The pair will share a flat, but not a room, in the Gold Coast athletes’ village – “It is good to have her around but not sharing a room as we both need our own space,” says Seonaid – and when the games come round this April, she also can’t quite seem to work out whether it would be better or worse to be beaten by her sister.
“Both at the same time - it is conflicting!” said Seonaid. “Before my last shot [in the 50m rifle prone in Brisbane], I heard someone behind me saying I needed a 10.9. They actually said ‘she needs a 10.9 to win’ but I just heard ‘she needs a 10.9’ and I thought they meant to medal.
“I fired a 10.0 and thought ‘oh well’ but then I looked at the scoreboard and there were two Scottish flags - McIntosh, McIntosh,” she added. “I didn’t see the letters next to it and I thought ‘oh, God’, then I was like ‘ah, no, it’s not me’ but I was happy to get a silver. The whole thing was sad, happy, sad, happy!”
Seonaid is an athlete in her prime at 21 years of age. So it is diverting to hear her talk about how, as recently as March, she required the use of crutches in the hours after competing, due to arthritis which her family put down to an infection acquired as a child rather than anything in her family history.
While a new course of medication happily seems to have prevented any further flare-ups, another boost is the warm conditions out on the Gold Coast, which should soothe her joints. But there were plenty of darker moments when only the support of this formidable family prevented her from giving up competing for good. Shooting pains, you might call them.
“Yeah, a lot of the time there were fears like that,” said Seonaid, an electrical engineering student enthused by the possibility of working in areas such as prosthetics or brain mapping when she graduates. “But when I went back to shooting it was still okay – I had to just push through it. I think a lot of athletes will have had that feeling - that sometimes it is just too hard but we all have to push through it. The family connection is there and that helped me stick with it and push through it and move on.

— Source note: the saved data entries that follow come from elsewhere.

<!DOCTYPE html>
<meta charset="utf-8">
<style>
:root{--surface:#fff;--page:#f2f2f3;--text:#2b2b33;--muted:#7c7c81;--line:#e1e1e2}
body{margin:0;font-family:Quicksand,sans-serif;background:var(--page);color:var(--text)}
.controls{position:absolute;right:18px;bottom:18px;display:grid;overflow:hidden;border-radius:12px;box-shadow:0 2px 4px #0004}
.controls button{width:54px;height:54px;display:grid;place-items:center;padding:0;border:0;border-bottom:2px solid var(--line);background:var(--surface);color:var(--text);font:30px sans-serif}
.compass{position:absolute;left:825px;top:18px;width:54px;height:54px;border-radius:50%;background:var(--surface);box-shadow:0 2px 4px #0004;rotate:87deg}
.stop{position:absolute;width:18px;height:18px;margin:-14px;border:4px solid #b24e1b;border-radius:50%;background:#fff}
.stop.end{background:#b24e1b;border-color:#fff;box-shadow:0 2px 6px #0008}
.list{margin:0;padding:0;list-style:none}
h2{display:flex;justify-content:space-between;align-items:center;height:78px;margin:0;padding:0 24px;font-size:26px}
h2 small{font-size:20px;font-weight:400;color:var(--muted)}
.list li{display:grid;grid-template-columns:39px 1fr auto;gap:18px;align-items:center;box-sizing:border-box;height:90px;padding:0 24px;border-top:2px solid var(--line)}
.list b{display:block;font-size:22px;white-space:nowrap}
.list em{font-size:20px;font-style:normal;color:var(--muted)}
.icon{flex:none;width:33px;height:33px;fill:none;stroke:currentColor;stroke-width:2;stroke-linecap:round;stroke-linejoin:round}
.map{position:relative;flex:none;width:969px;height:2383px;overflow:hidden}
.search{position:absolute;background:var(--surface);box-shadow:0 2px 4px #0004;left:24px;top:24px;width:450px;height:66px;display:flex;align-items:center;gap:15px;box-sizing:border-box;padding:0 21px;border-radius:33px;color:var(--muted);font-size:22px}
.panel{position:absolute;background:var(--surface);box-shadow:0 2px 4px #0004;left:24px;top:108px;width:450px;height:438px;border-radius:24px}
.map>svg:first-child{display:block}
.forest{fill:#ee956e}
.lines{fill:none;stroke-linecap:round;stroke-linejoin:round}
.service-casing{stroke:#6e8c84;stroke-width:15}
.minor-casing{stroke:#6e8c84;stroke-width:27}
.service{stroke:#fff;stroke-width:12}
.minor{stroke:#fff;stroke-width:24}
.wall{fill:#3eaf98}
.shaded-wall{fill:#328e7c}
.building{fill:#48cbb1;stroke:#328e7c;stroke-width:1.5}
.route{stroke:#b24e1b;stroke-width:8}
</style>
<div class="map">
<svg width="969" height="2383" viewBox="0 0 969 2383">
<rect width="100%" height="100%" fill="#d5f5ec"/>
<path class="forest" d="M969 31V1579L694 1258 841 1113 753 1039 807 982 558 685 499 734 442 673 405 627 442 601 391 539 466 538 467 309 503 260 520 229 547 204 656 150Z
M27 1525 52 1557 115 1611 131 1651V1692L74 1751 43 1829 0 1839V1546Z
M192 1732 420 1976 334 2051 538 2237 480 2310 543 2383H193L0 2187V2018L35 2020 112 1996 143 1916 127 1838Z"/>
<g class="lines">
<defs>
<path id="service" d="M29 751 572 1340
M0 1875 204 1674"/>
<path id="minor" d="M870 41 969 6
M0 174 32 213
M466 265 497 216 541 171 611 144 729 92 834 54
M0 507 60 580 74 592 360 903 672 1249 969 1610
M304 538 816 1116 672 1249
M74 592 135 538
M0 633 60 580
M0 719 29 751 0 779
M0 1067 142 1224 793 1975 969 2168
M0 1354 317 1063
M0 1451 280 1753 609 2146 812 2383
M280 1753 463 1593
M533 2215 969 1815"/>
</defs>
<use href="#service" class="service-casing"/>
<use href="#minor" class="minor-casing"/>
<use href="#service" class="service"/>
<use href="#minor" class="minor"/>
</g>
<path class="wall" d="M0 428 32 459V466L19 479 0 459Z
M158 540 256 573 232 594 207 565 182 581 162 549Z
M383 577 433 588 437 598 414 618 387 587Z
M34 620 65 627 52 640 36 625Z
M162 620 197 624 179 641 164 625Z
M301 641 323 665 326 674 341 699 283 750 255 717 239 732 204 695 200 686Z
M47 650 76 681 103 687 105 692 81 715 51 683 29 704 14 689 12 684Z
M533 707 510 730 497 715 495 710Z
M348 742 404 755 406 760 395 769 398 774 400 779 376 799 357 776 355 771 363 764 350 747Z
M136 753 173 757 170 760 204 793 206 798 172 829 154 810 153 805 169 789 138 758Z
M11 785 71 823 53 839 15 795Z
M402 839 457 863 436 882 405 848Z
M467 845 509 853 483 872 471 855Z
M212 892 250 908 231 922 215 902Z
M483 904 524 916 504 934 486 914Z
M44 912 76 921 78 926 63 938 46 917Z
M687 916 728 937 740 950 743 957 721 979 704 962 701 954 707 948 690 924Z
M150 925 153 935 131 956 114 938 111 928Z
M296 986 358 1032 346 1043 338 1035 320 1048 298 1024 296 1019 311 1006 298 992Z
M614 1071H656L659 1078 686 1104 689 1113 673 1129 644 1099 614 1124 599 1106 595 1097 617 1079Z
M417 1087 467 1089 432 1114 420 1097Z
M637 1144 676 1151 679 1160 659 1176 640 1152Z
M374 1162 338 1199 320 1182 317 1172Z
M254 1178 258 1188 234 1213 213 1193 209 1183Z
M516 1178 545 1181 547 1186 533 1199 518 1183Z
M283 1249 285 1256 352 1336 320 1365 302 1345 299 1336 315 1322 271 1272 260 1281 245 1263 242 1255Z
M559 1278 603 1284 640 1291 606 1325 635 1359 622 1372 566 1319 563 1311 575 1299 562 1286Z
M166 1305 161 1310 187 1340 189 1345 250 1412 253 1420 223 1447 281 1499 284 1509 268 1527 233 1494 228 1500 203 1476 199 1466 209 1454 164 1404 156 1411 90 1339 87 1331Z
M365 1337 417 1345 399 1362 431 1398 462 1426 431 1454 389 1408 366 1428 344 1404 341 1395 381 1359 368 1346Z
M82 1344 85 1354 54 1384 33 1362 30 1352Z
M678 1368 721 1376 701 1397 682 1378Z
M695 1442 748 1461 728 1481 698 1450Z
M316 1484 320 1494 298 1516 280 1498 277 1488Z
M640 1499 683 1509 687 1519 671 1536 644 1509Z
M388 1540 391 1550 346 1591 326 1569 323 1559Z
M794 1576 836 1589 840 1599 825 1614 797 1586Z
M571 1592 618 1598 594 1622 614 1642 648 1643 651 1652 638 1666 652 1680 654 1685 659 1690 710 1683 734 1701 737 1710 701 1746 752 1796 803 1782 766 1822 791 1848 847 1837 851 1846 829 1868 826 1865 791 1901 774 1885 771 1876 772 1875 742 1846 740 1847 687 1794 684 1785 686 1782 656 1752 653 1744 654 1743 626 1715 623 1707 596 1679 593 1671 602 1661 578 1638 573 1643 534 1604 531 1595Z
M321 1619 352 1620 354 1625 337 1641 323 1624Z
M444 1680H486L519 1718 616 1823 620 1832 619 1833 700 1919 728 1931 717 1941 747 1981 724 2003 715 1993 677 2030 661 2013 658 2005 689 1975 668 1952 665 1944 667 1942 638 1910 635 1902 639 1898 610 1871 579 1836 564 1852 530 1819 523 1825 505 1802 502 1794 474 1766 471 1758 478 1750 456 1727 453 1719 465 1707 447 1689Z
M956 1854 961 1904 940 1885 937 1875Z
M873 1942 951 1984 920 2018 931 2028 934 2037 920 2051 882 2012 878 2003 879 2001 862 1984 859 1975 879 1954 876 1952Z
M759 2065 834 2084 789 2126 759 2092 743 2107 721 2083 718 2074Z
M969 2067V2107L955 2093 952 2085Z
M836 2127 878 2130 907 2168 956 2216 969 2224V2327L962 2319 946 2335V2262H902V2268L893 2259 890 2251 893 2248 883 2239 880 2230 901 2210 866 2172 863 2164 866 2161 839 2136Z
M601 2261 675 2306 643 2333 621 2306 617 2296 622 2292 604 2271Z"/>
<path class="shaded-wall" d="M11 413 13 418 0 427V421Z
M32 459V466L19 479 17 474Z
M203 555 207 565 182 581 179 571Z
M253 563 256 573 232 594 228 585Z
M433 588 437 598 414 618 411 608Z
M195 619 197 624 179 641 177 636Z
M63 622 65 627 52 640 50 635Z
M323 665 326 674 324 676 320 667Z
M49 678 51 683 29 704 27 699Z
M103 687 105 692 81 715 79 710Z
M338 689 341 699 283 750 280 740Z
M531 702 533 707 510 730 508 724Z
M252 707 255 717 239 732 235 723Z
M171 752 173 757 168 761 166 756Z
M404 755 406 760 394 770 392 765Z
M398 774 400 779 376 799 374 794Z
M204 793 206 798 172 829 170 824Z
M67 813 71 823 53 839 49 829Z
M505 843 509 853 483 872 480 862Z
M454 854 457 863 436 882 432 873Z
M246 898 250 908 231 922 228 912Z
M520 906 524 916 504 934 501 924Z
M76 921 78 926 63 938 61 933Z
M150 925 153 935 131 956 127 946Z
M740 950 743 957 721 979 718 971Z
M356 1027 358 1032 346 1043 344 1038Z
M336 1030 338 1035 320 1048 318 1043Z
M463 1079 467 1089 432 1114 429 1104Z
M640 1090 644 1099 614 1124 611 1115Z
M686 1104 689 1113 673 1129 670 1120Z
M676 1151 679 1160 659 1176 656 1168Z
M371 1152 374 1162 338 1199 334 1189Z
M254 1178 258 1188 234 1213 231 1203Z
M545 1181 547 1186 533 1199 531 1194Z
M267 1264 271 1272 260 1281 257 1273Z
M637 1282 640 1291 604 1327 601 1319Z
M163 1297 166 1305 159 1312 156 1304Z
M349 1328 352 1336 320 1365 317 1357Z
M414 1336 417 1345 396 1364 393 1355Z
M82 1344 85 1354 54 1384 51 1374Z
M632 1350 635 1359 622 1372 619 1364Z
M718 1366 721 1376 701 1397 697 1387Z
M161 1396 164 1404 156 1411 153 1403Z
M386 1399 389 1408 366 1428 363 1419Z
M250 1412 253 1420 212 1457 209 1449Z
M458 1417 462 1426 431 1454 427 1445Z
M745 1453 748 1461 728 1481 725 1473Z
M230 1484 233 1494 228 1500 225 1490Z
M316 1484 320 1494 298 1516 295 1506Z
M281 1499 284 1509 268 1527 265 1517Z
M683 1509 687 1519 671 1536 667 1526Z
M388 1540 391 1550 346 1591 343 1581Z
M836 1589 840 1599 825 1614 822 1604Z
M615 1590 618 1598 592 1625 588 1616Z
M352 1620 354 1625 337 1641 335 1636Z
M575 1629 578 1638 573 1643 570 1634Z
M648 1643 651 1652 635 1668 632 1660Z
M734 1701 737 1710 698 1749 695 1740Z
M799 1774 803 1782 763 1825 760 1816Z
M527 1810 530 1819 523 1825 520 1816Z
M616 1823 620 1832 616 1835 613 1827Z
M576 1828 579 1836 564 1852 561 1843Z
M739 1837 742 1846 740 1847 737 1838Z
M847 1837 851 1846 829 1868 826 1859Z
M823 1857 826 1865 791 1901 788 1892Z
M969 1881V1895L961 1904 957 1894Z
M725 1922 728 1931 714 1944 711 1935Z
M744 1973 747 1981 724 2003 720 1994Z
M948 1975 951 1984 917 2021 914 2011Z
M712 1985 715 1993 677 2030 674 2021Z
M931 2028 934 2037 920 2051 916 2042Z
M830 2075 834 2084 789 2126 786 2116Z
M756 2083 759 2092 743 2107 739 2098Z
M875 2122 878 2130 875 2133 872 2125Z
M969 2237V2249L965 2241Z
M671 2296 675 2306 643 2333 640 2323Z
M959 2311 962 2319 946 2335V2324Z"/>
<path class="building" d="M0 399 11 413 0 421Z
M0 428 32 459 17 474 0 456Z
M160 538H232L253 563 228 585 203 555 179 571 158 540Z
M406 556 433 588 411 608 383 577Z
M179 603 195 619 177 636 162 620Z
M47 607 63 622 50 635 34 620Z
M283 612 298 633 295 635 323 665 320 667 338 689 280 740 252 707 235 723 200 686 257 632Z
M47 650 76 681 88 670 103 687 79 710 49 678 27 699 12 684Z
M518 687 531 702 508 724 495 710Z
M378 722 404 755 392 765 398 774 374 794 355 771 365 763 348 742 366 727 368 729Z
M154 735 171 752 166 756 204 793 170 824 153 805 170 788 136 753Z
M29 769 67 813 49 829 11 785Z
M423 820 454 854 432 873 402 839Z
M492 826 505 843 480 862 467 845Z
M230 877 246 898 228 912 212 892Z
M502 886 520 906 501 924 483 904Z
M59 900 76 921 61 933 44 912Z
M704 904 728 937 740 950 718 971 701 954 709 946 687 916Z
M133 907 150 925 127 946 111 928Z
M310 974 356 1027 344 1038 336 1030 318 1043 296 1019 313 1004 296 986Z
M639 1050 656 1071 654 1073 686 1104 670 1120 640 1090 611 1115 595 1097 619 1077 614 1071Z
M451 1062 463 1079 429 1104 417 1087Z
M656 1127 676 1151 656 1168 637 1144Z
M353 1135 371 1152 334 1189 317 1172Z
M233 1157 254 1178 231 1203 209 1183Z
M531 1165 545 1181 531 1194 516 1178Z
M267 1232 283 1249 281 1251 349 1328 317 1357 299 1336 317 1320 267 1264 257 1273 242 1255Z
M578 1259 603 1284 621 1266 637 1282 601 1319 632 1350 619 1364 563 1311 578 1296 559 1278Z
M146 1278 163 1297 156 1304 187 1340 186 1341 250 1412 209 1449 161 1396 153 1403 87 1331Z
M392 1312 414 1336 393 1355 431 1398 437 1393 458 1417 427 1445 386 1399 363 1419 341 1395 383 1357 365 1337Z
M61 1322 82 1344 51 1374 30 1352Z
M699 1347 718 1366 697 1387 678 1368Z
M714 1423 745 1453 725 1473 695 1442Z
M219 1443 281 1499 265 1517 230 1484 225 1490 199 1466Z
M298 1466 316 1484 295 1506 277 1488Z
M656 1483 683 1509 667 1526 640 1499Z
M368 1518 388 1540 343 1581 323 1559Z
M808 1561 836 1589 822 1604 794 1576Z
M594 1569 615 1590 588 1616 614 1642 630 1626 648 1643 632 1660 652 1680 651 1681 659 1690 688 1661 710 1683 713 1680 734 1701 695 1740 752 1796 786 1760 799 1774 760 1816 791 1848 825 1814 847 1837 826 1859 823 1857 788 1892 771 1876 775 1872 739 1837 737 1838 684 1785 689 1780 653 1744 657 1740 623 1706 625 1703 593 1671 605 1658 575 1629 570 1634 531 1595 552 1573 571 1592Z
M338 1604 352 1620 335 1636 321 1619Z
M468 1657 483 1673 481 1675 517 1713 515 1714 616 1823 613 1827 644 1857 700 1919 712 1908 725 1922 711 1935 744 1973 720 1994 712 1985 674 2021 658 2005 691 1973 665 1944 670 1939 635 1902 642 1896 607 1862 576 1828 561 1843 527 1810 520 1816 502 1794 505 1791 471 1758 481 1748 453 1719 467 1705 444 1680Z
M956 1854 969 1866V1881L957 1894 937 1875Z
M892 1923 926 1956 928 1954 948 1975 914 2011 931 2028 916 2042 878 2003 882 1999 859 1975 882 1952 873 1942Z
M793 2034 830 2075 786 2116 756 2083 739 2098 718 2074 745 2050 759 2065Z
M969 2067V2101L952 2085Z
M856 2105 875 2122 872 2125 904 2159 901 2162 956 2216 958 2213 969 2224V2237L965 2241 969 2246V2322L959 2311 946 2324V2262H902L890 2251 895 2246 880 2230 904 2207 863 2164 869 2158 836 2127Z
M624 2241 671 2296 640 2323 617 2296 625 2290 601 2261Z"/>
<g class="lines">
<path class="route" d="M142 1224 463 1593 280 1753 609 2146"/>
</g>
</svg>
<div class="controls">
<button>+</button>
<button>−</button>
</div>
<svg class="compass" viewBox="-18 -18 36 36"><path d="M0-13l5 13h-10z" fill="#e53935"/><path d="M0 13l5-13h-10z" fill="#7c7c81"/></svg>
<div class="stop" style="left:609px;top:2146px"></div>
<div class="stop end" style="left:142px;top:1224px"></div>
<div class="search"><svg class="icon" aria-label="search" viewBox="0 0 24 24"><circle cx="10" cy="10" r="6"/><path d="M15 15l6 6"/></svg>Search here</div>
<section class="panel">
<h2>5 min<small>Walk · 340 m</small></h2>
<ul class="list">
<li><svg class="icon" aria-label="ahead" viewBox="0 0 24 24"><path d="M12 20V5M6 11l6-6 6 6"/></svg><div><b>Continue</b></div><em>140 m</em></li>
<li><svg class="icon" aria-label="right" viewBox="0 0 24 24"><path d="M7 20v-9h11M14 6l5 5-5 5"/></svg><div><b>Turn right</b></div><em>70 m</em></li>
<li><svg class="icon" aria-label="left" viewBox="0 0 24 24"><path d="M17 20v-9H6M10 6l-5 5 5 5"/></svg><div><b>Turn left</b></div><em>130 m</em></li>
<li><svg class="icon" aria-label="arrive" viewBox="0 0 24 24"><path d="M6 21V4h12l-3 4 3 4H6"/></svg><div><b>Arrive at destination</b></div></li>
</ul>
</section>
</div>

“Normally when my knees are bad, I can get about on crutches but when your wrists are bad as well, you can’t hold the crutches and that was really, really difficult and really painful,” she added. “It only lasts a few days at a time but it is enough. I could be on a crutches a couple of days after competing but now that I am on the new medication, that helps. It was March the last time I was on crutches. It is difficult to deal with that and do shooting but I would have the arthritis and the flare ups anyway, whether I did shooting or not.”
One such injury cost Seonaid the chance of competing in Rio - “The scores were kind of high but they were also scores I could have shot and that did definitely make me think ‘if I had been there then maybe I could have shot that’, that still pops into my head at times” - but hopefully there will be no such setbacks before the Spring. “It’s not genetic, or not so we know about,” said Donald. “We think it traces back to a bout of food poisoning when Seonaid was still in school. But the medication got it all stabilised early in the year, and it has been really good since then, long may it continue.”
It is a shooting squad, which in Jen’s words, is as strong, “both in terms of performance and how tight-knit the the athletes are” as any she has been part of, and Donald merely has the challenge of keeping both sisters on an even keel, win or lose. “You do get your moments,” he joked. “But no, they’re both perfectly capable of winning medals on their events – it is about who performs on the day.”